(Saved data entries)
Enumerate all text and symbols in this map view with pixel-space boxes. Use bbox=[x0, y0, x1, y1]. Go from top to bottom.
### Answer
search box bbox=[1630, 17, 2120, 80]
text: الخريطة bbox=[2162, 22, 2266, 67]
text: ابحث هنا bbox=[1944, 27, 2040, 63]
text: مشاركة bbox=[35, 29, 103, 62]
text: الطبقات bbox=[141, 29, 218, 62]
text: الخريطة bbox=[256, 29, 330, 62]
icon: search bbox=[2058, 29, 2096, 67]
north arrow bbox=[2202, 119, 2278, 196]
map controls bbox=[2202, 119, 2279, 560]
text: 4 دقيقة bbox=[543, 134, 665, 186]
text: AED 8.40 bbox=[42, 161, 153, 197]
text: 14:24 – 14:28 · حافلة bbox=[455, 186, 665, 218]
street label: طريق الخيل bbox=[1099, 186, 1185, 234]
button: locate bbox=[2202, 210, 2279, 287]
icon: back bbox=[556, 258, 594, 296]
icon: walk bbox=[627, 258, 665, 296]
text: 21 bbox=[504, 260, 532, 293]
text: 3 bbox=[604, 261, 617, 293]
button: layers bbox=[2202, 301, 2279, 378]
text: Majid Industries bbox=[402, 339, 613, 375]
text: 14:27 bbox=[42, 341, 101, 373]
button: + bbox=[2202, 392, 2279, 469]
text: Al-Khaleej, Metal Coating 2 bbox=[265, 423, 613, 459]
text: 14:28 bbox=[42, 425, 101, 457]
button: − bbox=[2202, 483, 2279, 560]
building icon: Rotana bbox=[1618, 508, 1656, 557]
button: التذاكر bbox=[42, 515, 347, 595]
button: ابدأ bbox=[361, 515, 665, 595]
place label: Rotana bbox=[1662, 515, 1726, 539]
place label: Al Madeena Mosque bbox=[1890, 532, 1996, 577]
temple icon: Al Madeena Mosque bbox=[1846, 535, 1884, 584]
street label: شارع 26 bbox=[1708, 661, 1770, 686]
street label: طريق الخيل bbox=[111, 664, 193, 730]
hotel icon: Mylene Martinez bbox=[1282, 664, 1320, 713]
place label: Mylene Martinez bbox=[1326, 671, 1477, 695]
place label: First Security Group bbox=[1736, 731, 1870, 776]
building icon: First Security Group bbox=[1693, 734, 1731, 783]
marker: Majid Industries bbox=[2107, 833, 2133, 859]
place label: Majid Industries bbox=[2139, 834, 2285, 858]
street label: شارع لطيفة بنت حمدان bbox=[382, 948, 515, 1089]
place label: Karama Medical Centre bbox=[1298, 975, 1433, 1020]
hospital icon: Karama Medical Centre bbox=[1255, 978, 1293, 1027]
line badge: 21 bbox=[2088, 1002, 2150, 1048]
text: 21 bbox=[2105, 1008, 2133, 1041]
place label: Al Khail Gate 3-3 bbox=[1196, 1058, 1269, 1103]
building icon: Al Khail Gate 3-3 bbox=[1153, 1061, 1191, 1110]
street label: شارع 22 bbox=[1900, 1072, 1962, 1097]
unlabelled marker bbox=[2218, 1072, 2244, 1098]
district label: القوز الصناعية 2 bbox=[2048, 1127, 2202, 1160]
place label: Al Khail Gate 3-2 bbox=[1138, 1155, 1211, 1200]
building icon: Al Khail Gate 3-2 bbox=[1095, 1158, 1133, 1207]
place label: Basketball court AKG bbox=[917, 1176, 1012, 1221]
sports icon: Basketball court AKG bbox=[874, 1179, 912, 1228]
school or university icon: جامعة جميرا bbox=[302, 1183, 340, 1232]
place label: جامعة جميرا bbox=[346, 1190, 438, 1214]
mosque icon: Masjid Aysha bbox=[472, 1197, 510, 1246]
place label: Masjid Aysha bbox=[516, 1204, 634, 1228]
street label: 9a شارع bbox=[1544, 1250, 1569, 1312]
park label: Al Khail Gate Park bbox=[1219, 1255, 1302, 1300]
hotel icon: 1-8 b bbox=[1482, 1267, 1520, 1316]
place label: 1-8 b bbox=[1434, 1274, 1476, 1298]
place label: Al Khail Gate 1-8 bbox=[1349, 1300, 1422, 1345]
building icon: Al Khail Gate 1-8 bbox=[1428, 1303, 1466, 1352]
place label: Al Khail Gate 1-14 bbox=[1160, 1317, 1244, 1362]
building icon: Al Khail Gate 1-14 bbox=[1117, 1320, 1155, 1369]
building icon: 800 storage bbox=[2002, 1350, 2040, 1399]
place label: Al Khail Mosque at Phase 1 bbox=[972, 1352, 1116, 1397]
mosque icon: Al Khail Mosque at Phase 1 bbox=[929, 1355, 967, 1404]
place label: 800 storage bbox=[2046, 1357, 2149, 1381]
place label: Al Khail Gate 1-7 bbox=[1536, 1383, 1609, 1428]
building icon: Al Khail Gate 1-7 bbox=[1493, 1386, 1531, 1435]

### Exercise aim
Above are the records; reproduce all of them exactly.

### Written solution
Enumerate all text and symbols in this map view with pixel-space boxes. Use bbox=[x0, y0, x1, y1]. Go from top to bottom.
### Answer
search box bbox=[1630, 17, 2120, 80]
text: الخريطة bbox=[2162, 22, 2266, 67]
text: ابحث هنا bbox=[1944, 27, 2040, 63]
text: مشاركة bbox=[35, 29, 103, 62]
text: الطبقات bbox=[141, 29, 218, 62]
text: الخريطة bbox=[256, 29, 330, 62]
icon: search bbox=[2058, 29, 2096, 67]
north arrow bbox=[2202, 119, 2278, 196]
map controls bbox=[2202, 119, 2279, 560]
text: 4 دقيقة bbox=[543, 134, 665, 186]
text: AED 8.40 bbox=[42, 161, 153, 197]
text: 14:24 – 14:28 · حافلة bbox=[455, 186, 665, 218]
street label: طريق الخيل bbox=[1099, 186, 1185, 234]
button: locate bbox=[2202, 210, 2279, 287]
icon: back bbox=[556, 258, 594, 296]
icon: walk bbox=[627, 258, 665, 296]
text: 21 bbox=[504, 260, 532, 293]
text: 3 bbox=[604, 261, 617, 293]
button: layers bbox=[2202, 301, 2279, 378]
text: Majid Industries bbox=[402, 339, 613, 375]
text: 14:27 bbox=[42, 341, 101, 373]
button: + bbox=[2202, 392, 2279, 469]
text: Al-Khaleej, Metal Coating 2 bbox=[265, 423, 613, 459]
text: 14:28 bbox=[42, 425, 101, 457]
button: − bbox=[2202, 483, 2279, 560]
building icon: Rotana bbox=[1618, 508, 1656, 557]
button: التذاكر bbox=[42, 515, 347, 595]
button: ابدأ bbox=[361, 515, 665, 595]
place label: Rotana bbox=[1662, 515, 1726, 539]
place label: Al Madeena Mosque bbox=[1890, 532, 1996, 577]
temple icon: Al Madeena Mosque bbox=[1846, 535, 1884, 584]
street label: شارع 26 bbox=[1708, 661, 1770, 686]
street label: طريق الخيل bbox=[111, 664, 193, 730]
hotel icon: Mylene Martinez bbox=[1282, 664, 1320, 713]
place label: Mylene Martinez bbox=[1326, 671, 1477, 695]
place label: First Security Group bbox=[1736, 731, 1870, 776]
building icon: First Security Group bbox=[1693, 734, 1731, 783]
marker: Majid Industries bbox=[2107, 833, 2133, 859]
place label: Majid Industries bbox=[2139, 834, 2285, 858]
street label: شارع لطيفة بنت حمدان bbox=[382, 948, 515, 1089]
place label: Karama Medical Centre bbox=[1298, 975, 1433, 1020]
hospital icon: Karama Medical Centre bbox=[1255, 978, 1293, 1027]
line badge: 21 bbox=[2088, 1002, 2150, 1048]
text: 21 bbox=[2105, 1008, 2133, 1041]
place label: Al Khail Gate 3-3 bbox=[1196, 1058, 1269, 1103]
building icon: Al Khail Gate 3-3 bbox=[1153, 1061, 1191, 1110]
street label: شارع 22 bbox=[1900, 1072, 1962, 1097]
unlabelled marker bbox=[2218, 1072, 2244, 1098]
district label: القوز الصناعية 2 bbox=[2048, 1127, 2202, 1160]
place label: Al Khail Gate 3-2 bbox=[1138, 1155, 1211, 1200]
building icon: Al Khail Gate 3-2 bbox=[1095, 1158, 1133, 1207]
place label: Basketball court AKG bbox=[917, 1176, 1012, 1221]
sports icon: Basketball court AKG bbox=[874, 1179, 912, 1228]
school or university icon: جامعة جميرا bbox=[302, 1183, 340, 1232]
place label: جامعة جميرا bbox=[346, 1190, 438, 1214]
mosque icon: Masjid Aysha bbox=[472, 1197, 510, 1246]
place label: Masjid Aysha bbox=[516, 1204, 634, 1228]
street label: 9a شارع bbox=[1544, 1250, 1569, 1312]
park label: Al Khail Gate Park bbox=[1219, 1255, 1302, 1300]
hotel icon: 1-8 b bbox=[1482, 1267, 1520, 1316]
place label: 1-8 b bbox=[1434, 1274, 1476, 1298]
place label: Al Khail Gate 1-8 bbox=[1349, 1300, 1422, 1345]
building icon: Al Khail Gate 1-8 bbox=[1428, 1303, 1466, 1352]
place label: Al Khail Gate 1-14 bbox=[1160, 1317, 1244, 1362]
building icon: Al Khail Gate 1-14 bbox=[1117, 1320, 1155, 1369]
building icon: 800 storage bbox=[2002, 1350, 2040, 1399]
place label: Al Khail Mosque at Phase 1 bbox=[972, 1352, 1116, 1397]
mosque icon: Al Khail Mosque at Phase 1 bbox=[929, 1355, 967, 1404]
place label: 800 storage bbox=[2046, 1357, 2149, 1381]
place label: Al Khail Gate 1-7 bbox=[1536, 1383, 1609, 1428]
building icon: Al Khail Gate 1-7 bbox=[1493, 1386, 1531, 1435]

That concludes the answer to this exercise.